MUMBAI: Holding that an entire residential building had come up illegally on CIDCO land, Bombay high court directed the Navi Mumbai Municipal Corporation (NNMC) to demolish the whole four storeyed structure within 8 weeks with six weeks to its 23 residents in 29 flats to vacate. The corporation and CIDCO to take immediate steps to have the building at Ghansoli evacuated, the HC directed.
Regularisation of wholly illegal buildings cannot be allowed as a matter of course by imposing fines or taking compensation, ruled Justices Gautam Patel and Kamal Khata in their judgment uploaded on Tuesday. “The individual right has to be balanced with the requirements of society. Private interest must be suborned to the public good.’’
No stay can be granted, said the HC and no civil court will entertain pleas for extension of time either. The judgment said,“There is no method by which this building can be protected… The entire development is illegal. The occupation on the plot is illegal.’’ The HC had last year turned a petition into a suo motu matter.
The HC last year had asked NNMC how it was providing municipal water supply to a building which it said is unauthorised and had been demolished four times in its early iterations.
Such “rampant illegality and unauthorised construction cannot be permitted’’ and directed CIDCO and NMMC to urgently take up the matter of formulating a working policy and scheme to protect all their lands, the HC directed. The scheme must include fencing, signboards as some people had simply walked in and started construction, the Judges noted.
Several persons claimed they were in legitimate possession of the land and the HC noted, “apparently acquired such titles as Patils or Patel (or both) offers to them’’. The HC said their rights stem from illegality and cannot be protected. They have remedies against the builder.
The HC said the structure was built by one Ishwar Mavji Patel.

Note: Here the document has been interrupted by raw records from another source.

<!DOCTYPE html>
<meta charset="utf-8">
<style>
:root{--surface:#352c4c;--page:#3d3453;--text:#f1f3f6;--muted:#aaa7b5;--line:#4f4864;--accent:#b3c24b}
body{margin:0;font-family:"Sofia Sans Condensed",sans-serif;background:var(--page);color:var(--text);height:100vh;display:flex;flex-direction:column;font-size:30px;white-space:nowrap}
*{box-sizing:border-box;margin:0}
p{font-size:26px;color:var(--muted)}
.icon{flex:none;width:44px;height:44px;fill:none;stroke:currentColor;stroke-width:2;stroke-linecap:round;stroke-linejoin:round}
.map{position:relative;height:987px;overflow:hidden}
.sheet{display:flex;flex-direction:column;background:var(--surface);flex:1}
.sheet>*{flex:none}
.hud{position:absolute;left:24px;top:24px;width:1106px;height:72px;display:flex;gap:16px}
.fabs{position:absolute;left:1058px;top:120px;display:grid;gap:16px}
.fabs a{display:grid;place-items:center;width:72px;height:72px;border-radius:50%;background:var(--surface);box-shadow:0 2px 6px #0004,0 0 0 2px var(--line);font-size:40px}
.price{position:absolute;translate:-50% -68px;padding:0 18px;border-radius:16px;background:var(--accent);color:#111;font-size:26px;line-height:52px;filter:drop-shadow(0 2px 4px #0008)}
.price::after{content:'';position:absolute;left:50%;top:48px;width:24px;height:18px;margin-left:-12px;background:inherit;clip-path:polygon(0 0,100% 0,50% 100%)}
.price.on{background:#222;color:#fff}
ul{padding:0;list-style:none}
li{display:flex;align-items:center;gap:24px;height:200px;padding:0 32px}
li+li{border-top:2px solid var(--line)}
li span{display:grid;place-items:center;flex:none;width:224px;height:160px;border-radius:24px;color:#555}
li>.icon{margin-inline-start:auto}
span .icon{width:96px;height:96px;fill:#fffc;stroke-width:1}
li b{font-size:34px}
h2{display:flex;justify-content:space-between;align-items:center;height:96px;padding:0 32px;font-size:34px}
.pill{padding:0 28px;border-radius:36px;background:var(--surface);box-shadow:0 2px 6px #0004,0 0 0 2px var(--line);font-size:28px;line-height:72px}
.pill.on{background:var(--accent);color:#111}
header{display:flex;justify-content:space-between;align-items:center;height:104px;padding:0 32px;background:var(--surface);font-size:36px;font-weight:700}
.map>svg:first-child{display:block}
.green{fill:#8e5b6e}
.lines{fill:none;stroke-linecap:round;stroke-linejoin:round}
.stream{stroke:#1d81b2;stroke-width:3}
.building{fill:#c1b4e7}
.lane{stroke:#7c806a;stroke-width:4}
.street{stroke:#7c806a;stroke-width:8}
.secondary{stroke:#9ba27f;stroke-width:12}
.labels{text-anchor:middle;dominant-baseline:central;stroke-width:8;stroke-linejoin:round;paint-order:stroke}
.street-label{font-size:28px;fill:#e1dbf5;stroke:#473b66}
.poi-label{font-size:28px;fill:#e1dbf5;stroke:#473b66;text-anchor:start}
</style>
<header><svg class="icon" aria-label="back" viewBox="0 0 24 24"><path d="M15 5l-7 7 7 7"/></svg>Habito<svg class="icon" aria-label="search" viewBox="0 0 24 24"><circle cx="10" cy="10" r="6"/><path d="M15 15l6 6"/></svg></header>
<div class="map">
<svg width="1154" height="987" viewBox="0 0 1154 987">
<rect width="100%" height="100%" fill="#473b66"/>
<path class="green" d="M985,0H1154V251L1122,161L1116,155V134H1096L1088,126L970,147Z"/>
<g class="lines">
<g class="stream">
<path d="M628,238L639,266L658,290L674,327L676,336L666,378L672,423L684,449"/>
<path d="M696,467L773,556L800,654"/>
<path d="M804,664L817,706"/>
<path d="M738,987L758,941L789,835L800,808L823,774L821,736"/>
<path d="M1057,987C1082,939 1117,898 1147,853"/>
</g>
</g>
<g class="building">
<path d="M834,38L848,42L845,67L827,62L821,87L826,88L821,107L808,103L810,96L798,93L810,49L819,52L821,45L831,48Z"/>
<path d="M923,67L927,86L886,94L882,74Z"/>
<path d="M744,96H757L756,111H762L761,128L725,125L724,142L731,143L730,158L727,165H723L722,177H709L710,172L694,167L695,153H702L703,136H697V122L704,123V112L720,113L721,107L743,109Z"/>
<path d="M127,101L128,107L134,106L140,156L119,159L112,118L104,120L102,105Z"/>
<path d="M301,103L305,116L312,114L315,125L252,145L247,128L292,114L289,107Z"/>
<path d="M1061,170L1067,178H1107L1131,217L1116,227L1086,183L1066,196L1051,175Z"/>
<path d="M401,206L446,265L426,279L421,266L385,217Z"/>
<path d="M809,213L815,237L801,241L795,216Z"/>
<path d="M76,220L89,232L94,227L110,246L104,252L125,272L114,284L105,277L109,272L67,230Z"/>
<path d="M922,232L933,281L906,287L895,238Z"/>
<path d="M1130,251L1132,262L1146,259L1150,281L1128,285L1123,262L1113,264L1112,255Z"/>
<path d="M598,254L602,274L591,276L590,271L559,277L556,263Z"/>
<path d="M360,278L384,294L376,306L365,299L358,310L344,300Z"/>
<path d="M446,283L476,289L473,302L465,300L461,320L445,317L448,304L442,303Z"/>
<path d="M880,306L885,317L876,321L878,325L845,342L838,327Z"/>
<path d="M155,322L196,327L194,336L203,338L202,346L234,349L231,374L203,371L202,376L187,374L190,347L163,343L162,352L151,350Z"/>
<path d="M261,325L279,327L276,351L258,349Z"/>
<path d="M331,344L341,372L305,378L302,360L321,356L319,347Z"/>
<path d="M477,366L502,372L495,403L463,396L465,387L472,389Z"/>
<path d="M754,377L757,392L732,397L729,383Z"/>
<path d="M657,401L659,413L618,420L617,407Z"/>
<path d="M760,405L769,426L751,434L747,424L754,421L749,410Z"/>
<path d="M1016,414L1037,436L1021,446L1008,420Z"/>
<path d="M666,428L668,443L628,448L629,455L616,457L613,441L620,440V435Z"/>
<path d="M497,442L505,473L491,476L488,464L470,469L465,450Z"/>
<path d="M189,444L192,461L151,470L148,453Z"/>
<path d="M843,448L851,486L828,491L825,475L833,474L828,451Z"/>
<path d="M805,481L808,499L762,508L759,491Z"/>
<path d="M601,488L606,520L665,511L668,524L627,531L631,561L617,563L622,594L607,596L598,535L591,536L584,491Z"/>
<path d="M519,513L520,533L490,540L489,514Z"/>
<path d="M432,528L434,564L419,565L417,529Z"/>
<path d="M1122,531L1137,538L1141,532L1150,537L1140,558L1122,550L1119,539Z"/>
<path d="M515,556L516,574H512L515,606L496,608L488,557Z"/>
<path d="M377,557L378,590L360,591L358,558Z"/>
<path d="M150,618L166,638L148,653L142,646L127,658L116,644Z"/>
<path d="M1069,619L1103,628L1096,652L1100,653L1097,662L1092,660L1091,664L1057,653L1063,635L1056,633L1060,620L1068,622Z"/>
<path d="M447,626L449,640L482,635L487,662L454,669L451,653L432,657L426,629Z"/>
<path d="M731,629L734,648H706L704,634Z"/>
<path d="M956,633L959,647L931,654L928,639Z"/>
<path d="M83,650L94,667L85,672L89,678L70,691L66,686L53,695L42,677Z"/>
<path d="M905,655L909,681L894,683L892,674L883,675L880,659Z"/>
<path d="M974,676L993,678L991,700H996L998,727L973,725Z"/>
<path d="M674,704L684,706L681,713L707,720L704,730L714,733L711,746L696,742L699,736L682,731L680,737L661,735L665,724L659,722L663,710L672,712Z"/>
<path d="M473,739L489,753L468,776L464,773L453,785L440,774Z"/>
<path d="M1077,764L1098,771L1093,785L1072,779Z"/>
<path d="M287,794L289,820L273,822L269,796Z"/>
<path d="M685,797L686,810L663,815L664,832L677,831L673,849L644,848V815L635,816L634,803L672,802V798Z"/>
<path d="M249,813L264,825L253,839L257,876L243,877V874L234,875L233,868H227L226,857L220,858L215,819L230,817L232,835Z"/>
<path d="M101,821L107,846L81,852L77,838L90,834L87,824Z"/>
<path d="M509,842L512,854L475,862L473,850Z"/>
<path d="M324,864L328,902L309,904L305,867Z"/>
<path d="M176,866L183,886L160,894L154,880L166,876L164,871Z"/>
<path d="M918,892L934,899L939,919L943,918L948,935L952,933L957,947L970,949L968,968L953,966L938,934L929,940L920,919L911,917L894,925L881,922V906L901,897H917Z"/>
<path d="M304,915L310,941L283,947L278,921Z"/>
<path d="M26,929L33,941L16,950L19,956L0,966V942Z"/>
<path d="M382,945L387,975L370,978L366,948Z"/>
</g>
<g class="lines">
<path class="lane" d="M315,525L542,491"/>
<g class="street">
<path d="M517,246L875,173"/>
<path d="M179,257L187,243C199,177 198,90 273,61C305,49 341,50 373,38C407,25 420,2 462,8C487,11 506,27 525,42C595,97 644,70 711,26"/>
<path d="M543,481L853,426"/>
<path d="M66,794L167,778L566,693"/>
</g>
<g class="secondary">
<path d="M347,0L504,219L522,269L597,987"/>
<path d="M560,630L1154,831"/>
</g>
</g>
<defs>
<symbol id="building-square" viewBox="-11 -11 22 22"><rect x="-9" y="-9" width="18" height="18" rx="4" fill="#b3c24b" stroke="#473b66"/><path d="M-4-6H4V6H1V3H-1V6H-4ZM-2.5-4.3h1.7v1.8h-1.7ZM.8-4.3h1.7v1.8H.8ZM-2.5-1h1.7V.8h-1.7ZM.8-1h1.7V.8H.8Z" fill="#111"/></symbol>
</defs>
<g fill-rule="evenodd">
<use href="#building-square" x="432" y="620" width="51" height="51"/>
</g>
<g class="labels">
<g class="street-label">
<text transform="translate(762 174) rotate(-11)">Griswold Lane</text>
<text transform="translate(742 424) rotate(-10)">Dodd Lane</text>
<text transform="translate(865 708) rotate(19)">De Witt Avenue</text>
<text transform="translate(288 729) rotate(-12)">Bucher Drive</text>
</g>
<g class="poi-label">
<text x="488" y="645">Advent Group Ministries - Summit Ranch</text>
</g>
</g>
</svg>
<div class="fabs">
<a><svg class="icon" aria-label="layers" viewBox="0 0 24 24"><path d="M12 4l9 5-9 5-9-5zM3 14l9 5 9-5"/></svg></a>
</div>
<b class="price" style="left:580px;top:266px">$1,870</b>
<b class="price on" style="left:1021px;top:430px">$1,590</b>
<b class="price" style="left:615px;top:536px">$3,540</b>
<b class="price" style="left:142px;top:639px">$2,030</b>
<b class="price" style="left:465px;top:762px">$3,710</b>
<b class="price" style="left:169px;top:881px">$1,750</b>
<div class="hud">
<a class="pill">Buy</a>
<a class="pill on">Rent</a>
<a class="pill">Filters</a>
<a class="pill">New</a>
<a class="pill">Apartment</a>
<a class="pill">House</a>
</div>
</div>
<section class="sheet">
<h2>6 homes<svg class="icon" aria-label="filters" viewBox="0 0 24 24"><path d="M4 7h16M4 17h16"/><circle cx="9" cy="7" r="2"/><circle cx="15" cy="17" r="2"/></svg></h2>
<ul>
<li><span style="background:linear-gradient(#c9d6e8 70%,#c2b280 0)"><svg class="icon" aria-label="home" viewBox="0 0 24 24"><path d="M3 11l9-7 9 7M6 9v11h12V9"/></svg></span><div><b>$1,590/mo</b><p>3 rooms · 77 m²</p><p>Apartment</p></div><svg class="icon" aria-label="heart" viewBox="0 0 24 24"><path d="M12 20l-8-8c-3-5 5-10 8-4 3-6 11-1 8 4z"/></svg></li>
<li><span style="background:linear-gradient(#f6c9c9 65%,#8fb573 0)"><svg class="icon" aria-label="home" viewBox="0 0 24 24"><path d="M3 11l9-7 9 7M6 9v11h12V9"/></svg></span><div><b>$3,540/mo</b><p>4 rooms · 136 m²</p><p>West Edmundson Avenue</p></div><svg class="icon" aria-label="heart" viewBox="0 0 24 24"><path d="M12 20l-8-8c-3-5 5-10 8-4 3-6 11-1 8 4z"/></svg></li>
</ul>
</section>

“The problem as we noted at the outset is not localised. Every Municipal Corporation faces this. Sometimes it is only a matter of degree,’’ the bench added. Advocate Rohit Sakhadeo for CIDCO emphasized that CIDCO in this matter has never been at fault. That is correct, said the HC. For NNMC, advocate Tejesh Dande said “the corporation has a zero-tolerance policy’’. Dande also said the NNMC is using digital technology with drones and radar and has mapped almost 80 % of all constructions within its command areas. Once mapping is over, it will accurately monitor all development, said NNMC.
The HC after hearing senior counsel Sharan Jagtiani, appointed as amicus curiae (friend of court), Patils’ counsel, Khushnood Akhtar for the builder, RD Soni for residents, PP Kakade for State said, “Digital real time maps can easily detect these constructions preventing ambiguity and even third party hardships’’ and noted how the Supreme Court has several times advocated use of satellite mapping.

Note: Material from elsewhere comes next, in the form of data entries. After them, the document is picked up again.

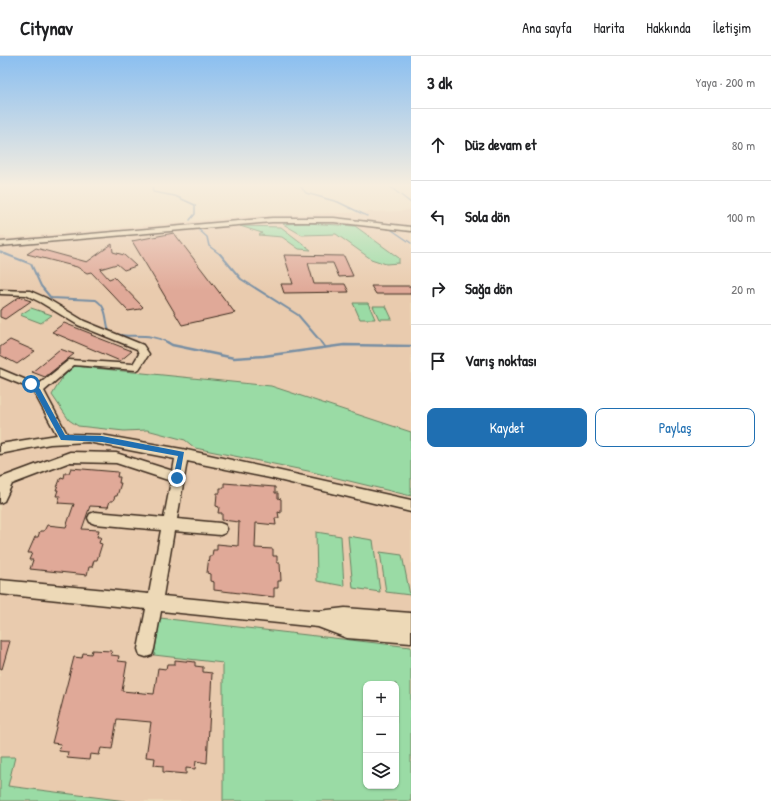 <!DOCTYPE html>
<html lang="tr">
<meta charset="utf-8">
<style>
body{margin:0;font-family:"Patrick Hand",sans-serif;background:#f6f6f6;color:#202124}
.controls{position:absolute;right:12px;bottom:12px;display:grid;overflow:hidden;border-radius:8px;box-shadow:0 1px 3px #0004}
.controls button{width:36px;height:36px;display:grid;place-items:center;padding:0;border:0;border-bottom:1px solid #e0e0e0;background:#fff;color:#202124;font:20px sans-serif}
.stop{position:absolute;width:12px;height:12px;margin:-9px;border:3px solid #1f6fb2;border-radius:50%;background:#fff}
.stop.end{background:#1f6fb2;border-color:#fff;box-shadow:0 1px 4px #0008}
.list{margin:0;padding:0;list-style:none}
h2{display:flex;justify-content:space-between;align-items:center;height:52px;margin:0;padding:0 16px;font-size:17px}
h2 small{font-size:13px;font-weight:400;color:#757577}
.list li{display:grid;grid-template-columns:26px 1fr auto;gap:12px;align-items:center;box-sizing:border-box;height:72px;padding:0 16px;border-top:1px solid #e0e0e0}
.list b{display:block;font-size:15px;white-space:nowrap}
.list em{font-size:13px;font-style:normal;color:#757577}
.actions{display:flex;gap:8px;padding:12px 16px}
.actions a{flex:1;padding:9px 0;border:1px solid #1f6fb2;border-radius:8px;text-align:center;font-size:14px;color:#1f6fb2}
.actions .main{background:#1f6fb2;color:#fff}
.icon{flex:none;width:22px;height:22px;fill:none;stroke:currentColor;stroke-width:2;stroke-linecap:round;stroke-linejoin:round}
.map{position:relative;flex:none;width:411px;height:745px;overflow:hidden}
header{display:flex;align-items:center;gap:24px;box-sizing:border-box;height:56px;padding:0 20px;background:#fff;border-bottom:1px solid #e0e0e0}
header strong{font-size:19px}
nav{display:flex;gap:22px;margin-inline-start:auto;font-size:14px}
main{display:flex}
aside{flex:1;background:#fff}
.map>svg:first-child{display:block}
</style>
<header>
<strong>Citynav</strong>
<nav><a>Ana sayfa</a><a>Harita</a><a>Hakkında</a><a>İletişim</a></nav>
</header>
<main>
<div class="map">
<svg width="411" height="745" viewBox="0 0 411 745">
<rect width="100%" height="100%" fill="#edd9b7"/>
<filter id="ink" filterUnits="userSpaceOnUse"><feTurbulence type="fractalNoise" baseFrequency=".025" numOctaves="2"/><feDisplacementMap in="SourceGraphic" scale="8" xChannelSelector="R" yChannelSelector="G"/><feConvolveMatrix kernelMatrix="1 2 1 2 8 2 1 2 1" color-interpolation-filters="sRGB"/></filter>
<g filter="url(#ink)">
<path fill="#e9cbae" fill-rule="evenodd" d="M 411,153 L 411,745 L 0,745 L 0,180 L 10,182 L 252,160 L 403,155 ZM 366,628 L 396,628 L 396,730 L 366,730 Z"/>
<g fill="#9adba5" stroke="#6a8262" fill-rule="evenodd">
<path d="M 306,167 L 355,170 L 399,202 L 399,207 L 386,208 L 371,203 L 336,178 L 302,179 L 283,168 Z"/>
<path d="M 240,170 L 281,171 L 311,194 L 299,193 L 282,181 L 259,179 L 262,177 Z"/>
<path d="M 353,247 L 368,247 L 375,263 L 360,263 Z"/>
<path d="M 373,250 L 386,250 L 392,263 L 379,263 Z"/>
<path d="M 31,252 L 52,259 L 41,267 L 20,259 Z"/>
<path d="M 74,310 L 271,330 L 411,376 L 411,440 L 308,415 L 195,392 L 185,384 L 147,374 L 124,375 L 78,370 L 69,364 L 52,339 L 62,322 Z"/>
<path d="M 316,476 L 341,480 L 344,530 L 317,525 Z"/>
<path d="M 348,480 L 373,484 L 380,536 L 353,532 Z"/>
<path d="M 380,496 L 402,499 L 410,539 L 386,536 Z"/>
<path d="M 160,562 L 411,591 L 411,745 L 223,745 L 223,607 L 154,599 ZM 366,628 L 396,628 L 396,730 L 366,730 Z"/>
<path d="M 0,701 L 15,701 L 8,730 L 126,745 L 0,745 Z"/>
</g>
<g fill="none" stroke-linecap="round" stroke-linejoin="round">
<g stroke="#778ea3" stroke-width="1.5">
<path d="M 152,130 L 153,136 L 175,140 L 195,149 L 195,158 L 190,164"/>
<path d="M 300,130 L 306,137 L 338,146 L 367,160"/>
<path d="M 389,130 L 411,147"/>
<path d="M 198,173 L 207,181 L 209,190 L 221,199"/>
<path d="M 392,174 L 411,187"/>
<path d="M 0,196 L 8,199"/>
</g>
<g stroke="#778ea3" stroke-width="2">
<path d="M 5,198 L 31,208 L 41,230 L 51,242 L 96,244 C 108,252 105,263 109,275 C 127,285 146,274 169,287"/>
<path d="M 220,198 L 241,223 L 298,259 L 322,287"/>
</g>
<g stroke="#778ea3" stroke-width="2.5">
<path d="M 167,286 L 172,289 L 234,302 L 264,300 L 344,289 L 411,290"/>
<path d="M 321,286 L 325,291"/>
</g>
</g>
<g fill="#e0a998" stroke="#3b2a1e">
<path d="M 174,177 L 235,257 L 182,269 L 132,185 Z"/>
<path d="M 112,188 L 113,196 L 124,199 L 136,210 L 124,214 L 117,208 L 100,213 L 109,223 L 114,221 L 143,251 L 140,253 L 128,255 L 91,216 L 87,217 L 77,211 L 27,198 L 36,192 L 87,206 Z"/>
<path d="M 284,199 L 344,200 L 353,220 L 339,221 L 333,207 L 308,207 L 314,228 L 345,228 L 349,236 L 284,237 L 281,228 L 293,228 Z"/>
<path d="M 371,230 L 411,230 L 411,238 L 376,238 Z"/>
<path d="M 19,241 L 31,245 L 5,263 L 0,261 L 0,254 Z"/>
<path d="M 64,267 L 92,278 L 91,279 L 132,295 L 120,305 L 52,276 Z"/>
<path d="M 10,284 L 35,295 L 17,308 L 0,299 L 0,291 Z"/>
<path d="M 60,293 L 74,298 L 45,321 L 32,316 Z"/>
<path d="M 71,412 L 118,416 L 117,421 L 120,421 L 119,427 L 121,427 L 117,440 L 115,440 L 113,445 L 110,445 L 108,451 L 90,450 L 82,473 L 99,474 L 97,481 L 101,481 L 99,487 L 102,488 L 97,504 L 94,504 L 92,511 L 89,511 L 87,519 L 30,513 L 33,504 L 29,504 L 32,497 L 28,497 L 35,481 L 38,481 L 40,475 L 44,475 L 47,469 L 66,471 L 74,448 L 58,447 L 60,440 L 56,440 L 58,434 L 56,434 L 61,421 L 64,422 L 65,417 L 69,417 Z"/>
<path d="M 224,427 L 275,431 L 275,437 L 278,437 L 278,442 L 281,443 L 281,457 L 278,456 L 279,462 L 275,462 L 276,469 L 256,467 L 255,492 L 273,493 L 273,500 L 277,500 L 277,507 L 280,507 L 281,525 L 278,525 L 278,532 L 274,532 L 274,541 L 214,534 L 214,526 L 210,525 L 210,518 L 207,517 L 209,500 L 212,500 L 213,494 L 217,494 L 217,488 L 238,490 L 239,466 L 222,464 L 222,457 L 218,457 L 219,451 L 216,450 L 217,437 L 220,437 L 220,432 L 224,432 Z"/>
<path d="M 0,585 L 10,585 L 2,613 L 0,612 Z"/>
<path d="M 92,594 L 112,595 L 111,599 L 119,600 L 118,605 L 127,606 L 122,635 L 154,638 L 158,612 L 166,613 L 167,608 L 175,608 L 175,604 L 195,606 L 195,610 L 203,611 L 203,616 L 212,617 L 207,707 L 196,705 L 195,713 L 186,712 L 186,718 L 163,716 L 163,710 L 154,709 L 155,702 L 146,701 L 151,666 L 117,663 L 112,693 L 101,692 L 99,699 L 90,698 L 89,704 L 67,702 L 68,696 L 59,695 L 61,688 L 52,687 L 74,601 L 82,602 L 83,597 L 91,598 Z"/>
</g>
<g fill="none" stroke-linecap="round" stroke-linejoin="round">
<defs>
<g id="minor">
<path d="M 272,162 L 334,162 L 411,171 L 411,175 L 334,166 L 272,166 L 0,190 L 0,186 Z"/>
<path d="M 0,234 L 30,235 L 46,242 L 84,265 L 143,289 L 149,298 L 139,313 L 136,314 L 74,309 L 44,335 L 67,378 L 101,379 L 182,393 L 411,444 L 411,456 L 270,422 L 187,405 L 177,463 L 220,467 L 225,469 L 227,473 L 225,477 L 220,479 L 174,475 L 163,540 L 319,555 L 345,552 L 411,557 L 411,587 L 347,582 L 318,571 L 161,555 L 154,593 L 152,599 L 146,601 L 140,599 L 138,593 L 146,553 L 0,538 L 0,524 L 149,538 L 161,474 L 95,468 L 90,466 L 88,462 L 90,458 L 95,456 L 164,462 L 171,425 L 116,407 L 70,406 L 12,428 L 4,445 L 0,447 L 0,422 L 70,396 L 116,397 L 173,415 L 175,403 L 88,386 L 50,388 L 0,398 L 0,388 L 57,379 L 34,336 L 27,331 L 0,320 L 0,313 L 38,329 L 69,304 L 133,308 L 139,298 L 137,293 L 78,269 L 40,246 L 26,239 L 0,238 Z"/>
</g>
</defs>
<use href="#minor" stroke="#3b2a1e" stroke-width="3"/>
<use href="#minor" fill="#edd9b7" fill-rule="evenodd"/>
</g>
</g>
<linearGradient id="sky" x2="0" y2="1"><stop stop-color="#8bbff0"/><stop offset="0.55" stop-color="#f7eedf"/><stop offset="1" stop-color="#f7eedf" stop-opacity="0"/></linearGradient>
<rect width="411" height="235" fill="url(#sky)"/>
<path fill="#1f6fb2" d="M 31,326 L 40,333 L 65,379 L 102,380 L 184,396 L 179,425 L 177,426 L 173,422 L 178,400 L 102,386 L 61,384 L 35,336 L 28,328 Z"/>
</svg>
<div class="controls">
<button>+</button>
<button>−</button>
<button><svg class="icon" aria-label="layers" viewBox="0 0 24 24"><path d="M12 4l9 5-9 5-9-5zM3 14l9 5 9-5"/></svg></button>
</div>
<div class="stop" style="left:31px;top:328px"></div>
<div class="stop end" style="left:177px;top:422px"></div>
</div>
<aside>
<h2>3 dk<small>Yaya · 200 m</small></h2>
<ul class="list">
<li><svg class="icon" aria-label="ahead" viewBox="0 0 24 24"><path d="M12 20V5M6 11l6-6 6 6"/></svg><div><b>Düz devam et</b></div><em>80 m</em></li>
<li><svg class="icon" aria-label="left" viewBox="0 0 24 24"><path d="M17 20v-9H6M10 6l-5 5 5 5"/></svg><div><b>Sola dön</b></div><em>100 m</em></li>
<li><svg class="icon" aria-label="right" viewBox="0 0 24 24"><path d="M7 20v-9h11M14 6l5 5-5 5"/></svg><div><b>Sağa dön</b></div><em>20 m</em></li>
<li><svg class="icon" aria-label="arrive" viewBox="0 0 24 24"><path d="M6 21V4h12l-3 4 3 4H6"/></svg><div><b>Varış noktası</b></div></li>
</ul>
<div class="actions"><a class="main">Kaydet</a><a>Paylaş</a></div>
</aside>
</main>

The HC repelled the residents’ plea that with TDR sourced from elsewhere the building could be regularised. “Importantly, the exercise of the discretionary power allowing regularisation must not result in a license to break existing laws. An individual’s interest in his property (and here no individual has a legitimate interest in the property to begin with) and his right to enjoy the fruits of that property are always subject to the larger public good and purpose’’.